• [WHAT YOU WILL DO] Only an exact repetition of the entries counts as an answer.

[Stored data]
◇ ◇ ◇ ◇ ◇

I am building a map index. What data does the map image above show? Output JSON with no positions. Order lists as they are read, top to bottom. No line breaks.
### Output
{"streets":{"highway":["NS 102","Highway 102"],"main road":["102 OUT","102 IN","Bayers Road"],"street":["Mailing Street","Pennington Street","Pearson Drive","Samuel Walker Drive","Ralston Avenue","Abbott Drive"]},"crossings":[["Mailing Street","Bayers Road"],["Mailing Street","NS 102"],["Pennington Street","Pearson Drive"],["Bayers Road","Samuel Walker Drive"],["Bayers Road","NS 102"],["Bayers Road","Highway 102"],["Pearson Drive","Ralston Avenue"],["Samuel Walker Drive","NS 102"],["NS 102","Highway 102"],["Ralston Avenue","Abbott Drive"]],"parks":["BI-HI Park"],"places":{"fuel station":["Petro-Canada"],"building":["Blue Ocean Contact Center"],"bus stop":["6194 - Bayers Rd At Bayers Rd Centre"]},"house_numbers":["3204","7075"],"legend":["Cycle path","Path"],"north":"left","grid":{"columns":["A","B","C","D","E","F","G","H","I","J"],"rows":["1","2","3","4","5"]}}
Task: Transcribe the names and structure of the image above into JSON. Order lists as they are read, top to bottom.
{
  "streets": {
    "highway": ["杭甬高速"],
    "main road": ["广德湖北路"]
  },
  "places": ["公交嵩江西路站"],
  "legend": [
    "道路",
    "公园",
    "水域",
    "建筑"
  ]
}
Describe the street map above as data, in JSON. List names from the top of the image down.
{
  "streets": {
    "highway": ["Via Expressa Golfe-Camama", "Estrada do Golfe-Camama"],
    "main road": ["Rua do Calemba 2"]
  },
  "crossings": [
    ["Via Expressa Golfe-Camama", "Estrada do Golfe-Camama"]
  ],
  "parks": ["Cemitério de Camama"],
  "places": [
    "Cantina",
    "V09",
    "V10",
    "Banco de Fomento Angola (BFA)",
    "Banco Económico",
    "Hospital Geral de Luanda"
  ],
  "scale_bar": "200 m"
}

◇ ◇ ◇ ◇ ◇

• [EXPECTED ANSWER]
I am building a map index. What data does the map image above show? Output JSON with no positions. Order lists as they are read, top to bottom. No line breaks.
### Output
{"streets":{"highway":["NS 102","Highway 102"],"main road":["102 OUT","102 IN","Bayers Road"],"street":["Mailing Street","Pennington Street","Pearson Drive","Samuel Walker Drive","Ralston Avenue","Abbott Drive"]},"crossings":[["Mailing Street","Bayers Road"],["Mailing Street","NS 102"],["Pennington Street","Pearson Drive"],["Bayers Road","Samuel Walker Drive"],["Bayers Road","NS 102"],["Bayers Road","Highway 102"],["Pearson Drive","Ralston Avenue"],["Samuel Walker Drive","NS 102"],["NS 102","Highway 102"],["Ralston Avenue","Abbott Drive"]],"parks":["BI-HI Park"],"places":{"fuel station":["Petro-Canada"],"building":["Blue Ocean Contact Center"],"bus stop":["6194 - Bayers Rd At Bayers Rd Centre"]},"house_numbers":["3204","7075"],"legend":["Cycle path","Path"],"north":"left","grid":{"columns":["A","B","C","D","E","F","G","H","I","J"],"rows":["1","2","3","4","5"]}}
Task: Transcribe the names and structure of the image above into JSON. Order lists as they are read, top to bottom.
{
  "streets": {
    "highway": ["杭甬高速"],
    "main road": ["广德湖北路"]
  },
  "places": ["公交嵩江西路站"],
  "legend": [
    "道路",
    "公园",
    "水域",
    "建筑"
  ]
}
Describe the street map above as data, in JSON. List names from the top of the image down.
{
  "streets": {
    "highway": ["Via Expressa Golfe-Camama", "Estrada do Golfe-Camama"],
    "main road": ["Rua do Calemba 2"]
  },
  "crossings": [
    ["Via Expressa Golfe-Camama", "Estrada do Golfe-Camama"]
  ],
  "parks": ["Cemitério de Camama"],
  "places": [
    "Cantina",
    "V09",
    "V10",
    "Banco de Fomento Angola (BFA)",
    "Banco Económico",
    "Hospital Geral de Luanda"
  ],
  "scale_bar": "200 m"
}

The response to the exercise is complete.